PROBLEM STATEMENT: Copy the records below exactly.

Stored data
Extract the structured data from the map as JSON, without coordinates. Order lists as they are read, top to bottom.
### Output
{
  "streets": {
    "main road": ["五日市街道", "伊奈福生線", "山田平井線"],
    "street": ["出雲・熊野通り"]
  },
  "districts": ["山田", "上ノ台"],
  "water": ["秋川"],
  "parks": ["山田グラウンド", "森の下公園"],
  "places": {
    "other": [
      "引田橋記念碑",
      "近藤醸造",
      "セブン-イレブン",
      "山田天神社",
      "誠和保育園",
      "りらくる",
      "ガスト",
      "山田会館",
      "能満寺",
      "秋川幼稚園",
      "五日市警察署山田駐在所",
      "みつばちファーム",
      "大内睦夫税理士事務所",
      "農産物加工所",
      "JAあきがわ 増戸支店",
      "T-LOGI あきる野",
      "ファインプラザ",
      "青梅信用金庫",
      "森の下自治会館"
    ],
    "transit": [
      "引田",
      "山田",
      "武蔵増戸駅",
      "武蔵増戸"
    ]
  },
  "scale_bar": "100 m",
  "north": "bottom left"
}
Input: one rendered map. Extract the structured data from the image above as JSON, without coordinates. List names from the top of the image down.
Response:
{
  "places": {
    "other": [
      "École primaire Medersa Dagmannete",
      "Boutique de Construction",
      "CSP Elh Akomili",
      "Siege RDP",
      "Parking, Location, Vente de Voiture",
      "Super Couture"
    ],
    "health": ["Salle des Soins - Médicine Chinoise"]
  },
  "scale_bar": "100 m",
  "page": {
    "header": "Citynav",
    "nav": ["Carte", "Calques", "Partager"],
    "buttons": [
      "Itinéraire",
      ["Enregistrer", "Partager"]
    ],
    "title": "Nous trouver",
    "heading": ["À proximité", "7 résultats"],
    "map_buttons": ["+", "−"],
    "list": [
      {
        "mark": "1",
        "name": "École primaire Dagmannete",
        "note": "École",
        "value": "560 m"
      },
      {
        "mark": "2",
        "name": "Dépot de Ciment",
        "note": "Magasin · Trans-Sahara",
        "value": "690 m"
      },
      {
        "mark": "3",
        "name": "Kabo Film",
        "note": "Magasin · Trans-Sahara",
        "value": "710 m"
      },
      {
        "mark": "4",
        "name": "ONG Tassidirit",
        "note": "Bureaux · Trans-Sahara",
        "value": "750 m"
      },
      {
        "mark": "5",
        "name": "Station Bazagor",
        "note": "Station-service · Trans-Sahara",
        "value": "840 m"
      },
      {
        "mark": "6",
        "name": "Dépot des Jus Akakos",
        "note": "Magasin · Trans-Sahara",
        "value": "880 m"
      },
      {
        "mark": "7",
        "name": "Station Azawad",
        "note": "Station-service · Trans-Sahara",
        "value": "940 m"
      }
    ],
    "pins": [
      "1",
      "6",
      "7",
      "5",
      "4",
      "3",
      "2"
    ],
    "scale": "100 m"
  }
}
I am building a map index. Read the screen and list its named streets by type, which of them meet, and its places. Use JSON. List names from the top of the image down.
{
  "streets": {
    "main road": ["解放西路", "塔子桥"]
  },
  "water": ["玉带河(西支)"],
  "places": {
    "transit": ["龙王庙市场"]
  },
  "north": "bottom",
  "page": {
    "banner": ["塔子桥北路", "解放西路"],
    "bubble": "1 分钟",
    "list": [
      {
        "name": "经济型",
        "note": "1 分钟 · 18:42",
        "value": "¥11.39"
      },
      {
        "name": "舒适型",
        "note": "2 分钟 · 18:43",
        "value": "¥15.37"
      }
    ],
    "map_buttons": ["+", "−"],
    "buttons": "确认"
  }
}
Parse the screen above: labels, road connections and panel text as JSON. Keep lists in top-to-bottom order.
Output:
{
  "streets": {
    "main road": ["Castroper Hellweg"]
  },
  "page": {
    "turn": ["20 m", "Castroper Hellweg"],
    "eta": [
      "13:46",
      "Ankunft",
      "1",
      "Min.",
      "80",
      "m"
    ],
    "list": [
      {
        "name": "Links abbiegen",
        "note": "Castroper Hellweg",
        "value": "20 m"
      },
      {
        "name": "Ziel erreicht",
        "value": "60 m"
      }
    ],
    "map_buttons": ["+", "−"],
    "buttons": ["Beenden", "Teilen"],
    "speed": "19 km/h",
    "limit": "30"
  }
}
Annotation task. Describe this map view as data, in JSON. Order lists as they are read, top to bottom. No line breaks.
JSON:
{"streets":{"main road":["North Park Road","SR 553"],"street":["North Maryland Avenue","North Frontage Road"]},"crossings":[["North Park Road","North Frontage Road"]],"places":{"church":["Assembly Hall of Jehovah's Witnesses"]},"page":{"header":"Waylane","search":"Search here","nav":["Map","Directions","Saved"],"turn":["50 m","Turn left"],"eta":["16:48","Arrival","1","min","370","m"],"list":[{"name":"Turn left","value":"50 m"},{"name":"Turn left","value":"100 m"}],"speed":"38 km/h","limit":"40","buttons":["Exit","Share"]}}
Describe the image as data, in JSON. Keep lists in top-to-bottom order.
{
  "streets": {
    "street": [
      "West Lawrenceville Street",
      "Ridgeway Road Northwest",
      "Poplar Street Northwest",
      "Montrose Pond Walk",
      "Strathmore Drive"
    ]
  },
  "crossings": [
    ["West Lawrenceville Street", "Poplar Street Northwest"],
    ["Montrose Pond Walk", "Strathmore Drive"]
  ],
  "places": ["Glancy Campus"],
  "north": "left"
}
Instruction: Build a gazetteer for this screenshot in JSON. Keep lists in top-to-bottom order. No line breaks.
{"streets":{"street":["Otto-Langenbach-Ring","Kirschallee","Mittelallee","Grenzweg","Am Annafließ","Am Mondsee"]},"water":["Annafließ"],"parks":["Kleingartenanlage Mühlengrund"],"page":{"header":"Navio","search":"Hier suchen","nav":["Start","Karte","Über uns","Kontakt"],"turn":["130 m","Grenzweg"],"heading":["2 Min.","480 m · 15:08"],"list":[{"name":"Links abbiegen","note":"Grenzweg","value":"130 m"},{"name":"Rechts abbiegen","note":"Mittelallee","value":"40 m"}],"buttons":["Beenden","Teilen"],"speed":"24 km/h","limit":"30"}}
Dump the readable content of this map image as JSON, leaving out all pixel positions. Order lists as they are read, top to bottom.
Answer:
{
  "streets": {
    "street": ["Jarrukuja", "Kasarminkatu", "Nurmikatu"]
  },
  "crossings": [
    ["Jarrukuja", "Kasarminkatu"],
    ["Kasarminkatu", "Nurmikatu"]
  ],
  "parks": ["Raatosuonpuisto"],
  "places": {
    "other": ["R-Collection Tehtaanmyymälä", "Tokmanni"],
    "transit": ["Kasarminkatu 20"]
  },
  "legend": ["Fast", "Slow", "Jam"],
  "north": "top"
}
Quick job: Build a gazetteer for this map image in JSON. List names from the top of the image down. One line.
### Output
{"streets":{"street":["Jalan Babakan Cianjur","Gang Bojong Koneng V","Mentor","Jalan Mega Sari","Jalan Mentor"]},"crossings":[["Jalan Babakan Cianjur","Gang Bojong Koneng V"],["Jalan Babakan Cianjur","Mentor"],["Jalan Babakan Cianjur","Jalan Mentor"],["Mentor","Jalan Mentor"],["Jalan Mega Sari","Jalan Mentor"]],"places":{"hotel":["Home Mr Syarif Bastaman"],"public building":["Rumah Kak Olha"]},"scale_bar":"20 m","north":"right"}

SOLUTION TO THIS EXERCISE:
Extract the structured data from the map as JSON, without coordinates. Order lists as they are read, top to bottom.
### Output
{
  "streets": {
    "main road": ["五日市街道", "伊奈福生線", "山田平井線"],
    "street": ["出雲・熊野通り"]
  },
  "districts": ["山田", "上ノ台"],
  "water": ["秋川"],
  "parks": ["山田グラウンド", "森の下公園"],
  "places": {
    "other": [
      "引田橋記念碑",
      "近藤醸造",
      "セブン-イレブン",
      "山田天神社",
      "誠和保育園",
      "りらくる",
      "ガスト",
      "山田会館",
      "能満寺",
      "秋川幼稚園",
      "五日市警察署山田駐在所",
      "みつばちファーム",
      "大内睦夫税理士事務所",
      "農産物加工所",
      "JAあきがわ 増戸支店",
      "T-LOGI あきる野",
      "ファインプラザ",
      "青梅信用金庫",
      "森の下自治会館"
    ],
    "transit": [
      "引田",
      "山田",
      "武蔵増戸駅",
      "武蔵増戸"
    ]
  },
  "scale_bar": "100 m",
  "north": "bottom left"
}
Input: one rendered map. Extract the structured data from the image above as JSON, without coordinates. List names from the top of the image down.
Response:
{
  "places": {
    "other": [
      "École primaire Medersa Dagmannete",
      "Boutique de Construction",
      "CSP Elh Akomili",
      "Siege RDP",
      "Parking, Location, Vente de Voiture",
      "Super Couture"
    ],
    "health": ["Salle des Soins - Médicine Chinoise"]
  },
  "scale_bar": "100 m",
  "page": {
    "header": "Citynav",
    "nav": ["Carte", "Calques", "Partager"],
    "buttons": [
      "Itinéraire",
      ["Enregistrer", "Partager"]
    ],
    "title": "Nous trouver",
    "heading": ["À proximité", "7 résultats"],
    "map_buttons": ["+", "−"],
    "list": [
      {
        "mark": "1",
        "name": "École primaire Dagmannete",
        "note": "École",
        "value": "560 m"
      },
      {
        "mark": "2",
        "name": "Dépot de Ciment",
        "note": "Magasin · Trans-Sahara",
        "value": "690 m"
      },
      {
        "mark": "3",
        "name": "Kabo Film",
        "note": "Magasin · Trans-Sahara",
        "value": "710 m"
      },
      {
        "mark": "4",
        "name": "ONG Tassidirit",
        "note": "Bureaux · Trans-Sahara",
        "value": "750 m"
      },
      {
        "mark": "5",
        "name": "Station Bazagor",
        "note": "Station-service · Trans-Sahara",
        "value": "840 m"
      },
      {
        "mark": "6",
        "name": "Dépot des Jus Akakos",
        "note": "Magasin · Trans-Sahara",
        "value": "880 m"
      },
      {
        "mark": "7",
        "name": "Station Azawad",
        "note": "Station-service · Trans-Sahara",
        "value": "940 m"
      }
    ],
    "pins": [
      "1",
      "6",
      "7",
      "5",
      "4",
      "3",
      "2"
    ],
    "scale": "100 m"
  }
}
I am building a map index. Read the screen and list its named streets by type, which of them meet, and its places. Use JSON. List names from the top of the image down.
{
  "streets": {
    "main road": ["解放西路", "塔子桥"]
  },
  "water": ["玉带河(西支)"],
  "places": {
    "transit": ["龙王庙市场"]
  },
  "north": "bottom",
  "page": {
    "banner": ["塔子桥北路", "解放西路"],
    "bubble": "1 分钟",
    "list": [
      {
        "name": "经济型",
        "note": "1 分钟 · 18:42",
        "value": "¥11.39"
      },
      {
        "name": "舒适型",
        "note": "2 分钟 · 18:43",
        "value": "¥15.37"
      }
    ],
    "map_buttons": ["+", "−"],
    "buttons": "确认"
  }
}
Parse the screen above: labels, road connections and panel text as JSON. Keep lists in top-to-bottom order.
Output:
{
  "streets": {
    "main road": ["Castroper Hellweg"]
  },
  "page": {
    "turn": ["20 m", "Castroper Hellweg"],
    "eta": [
      "13:46",
      "Ankunft",
      "1",
      "Min.",
      "80",
      "m"
    ],
    "list": [
      {
        "name": "Links abbiegen",
        "note": "Castroper Hellweg",
        "value": "20 m"
      },
      {
        "name": "Ziel erreicht",
        "value": "60 m"
      }
    ],
    "map_buttons": ["+", "−"],
    "buttons": ["Beenden", "Teilen"],
    "speed": "19 km/h",
    "limit": "30"
  }
}
Annotation task. Describe this map view as data, in JSON. Order lists as they are read, top to bottom. No line breaks.
JSON:
{"streets":{"main road":["North Park Road","SR 553"],"street":["North Maryland Avenue","North Frontage Road"]},"crossings":[["North Park Road","North Frontage Road"]],"places":{"church":["Assembly Hall of Jehovah's Witnesses"]},"page":{"header":"Waylane","search":"Search here","nav":["Map","Directions","Saved"],"turn":["50 m","Turn left"],"eta":["16:48","Arrival","1","min","370","m"],"list":[{"name":"Turn left","value":"50 m"},{"name":"Turn left","value":"100 m"}],"speed":"38 km/h","limit":"40","buttons":["Exit","Share"]}}
Describe the image as data, in JSON. Keep lists in top-to-bottom order.
{
  "streets": {
    "street": [
      "West Lawrenceville Street",
      "Ridgeway Road Northwest",
      "Poplar Street Northwest",
      "Montrose Pond Walk",
      "Strathmore Drive"
    ]
  },
  "crossings": [
    ["West Lawrenceville Street", "Poplar Street Northwest"],
    ["Montrose Pond Walk", "Strathmore Drive"]
  ],
  "places": ["Glancy Campus"],
  "north": "left"
}
Instruction: Build a gazetteer for this screenshot in JSON. Keep lists in top-to-bottom order. No line breaks.
{"streets":{"street":["Otto-Langenbach-Ring","Kirschallee","Mittelallee","Grenzweg","Am Annafließ","Am Mondsee"]},"water":["Annafließ"],"parks":["Kleingartenanlage Mühlengrund"],"page":{"header":"Navio","search":"Hier suchen","nav":["Start","Karte","Über uns","Kontakt"],"turn":["130 m","Grenzweg"],"heading":["2 Min.","480 m · 15:08"],"list":[{"name":"Links abbiegen","note":"Grenzweg","value":"130 m"},{"name":"Rechts abbiegen","note":"Mittelallee","value":"40 m"}],"buttons":["Beenden","Teilen"],"speed":"24 km/h","limit":"30"}}
Dump the readable content of this map image as JSON, leaving out all pixel positions. Order lists as they are read, top to bottom.
Answer:
{
  "streets": {
    "street": ["Jarrukuja", "Kasarminkatu", "Nurmikatu"]
  },
  "crossings": [
    ["Jarrukuja", "Kasarminkatu"],
    ["Kasarminkatu", "Nurmikatu"]
  ],
  "parks": ["Raatosuonpuisto"],
  "places": {
    "other": ["R-Collection Tehtaanmyymälä", "Tokmanni"],
    "transit": ["Kasarminkatu 20"]
  },
  "legend": ["Fast", "Slow", "Jam"],
  "north": "top"
}
Quick job: Build a gazetteer for this map image in JSON. List names from the top of the image down. One line.
### Output
{"streets":{"street":["Jalan Babakan Cianjur","Gang Bojong Koneng V","Mentor","Jalan Mega Sari","Jalan Mentor"]},"crossings":[["Jalan Babakan Cianjur","Gang Bojong Koneng V"],["Jalan Babakan Cianjur","Mentor"],["Jalan Babakan Cianjur","Jalan Mentor"],["Mentor","Jalan Mentor"],["Jalan Mega Sari","Jalan Mentor"]],"places":{"hotel":["Home Mr Syarif Bastaman"],"public building":["Rumah Kak Olha"]},"scale_bar":"20 m","north":"right"}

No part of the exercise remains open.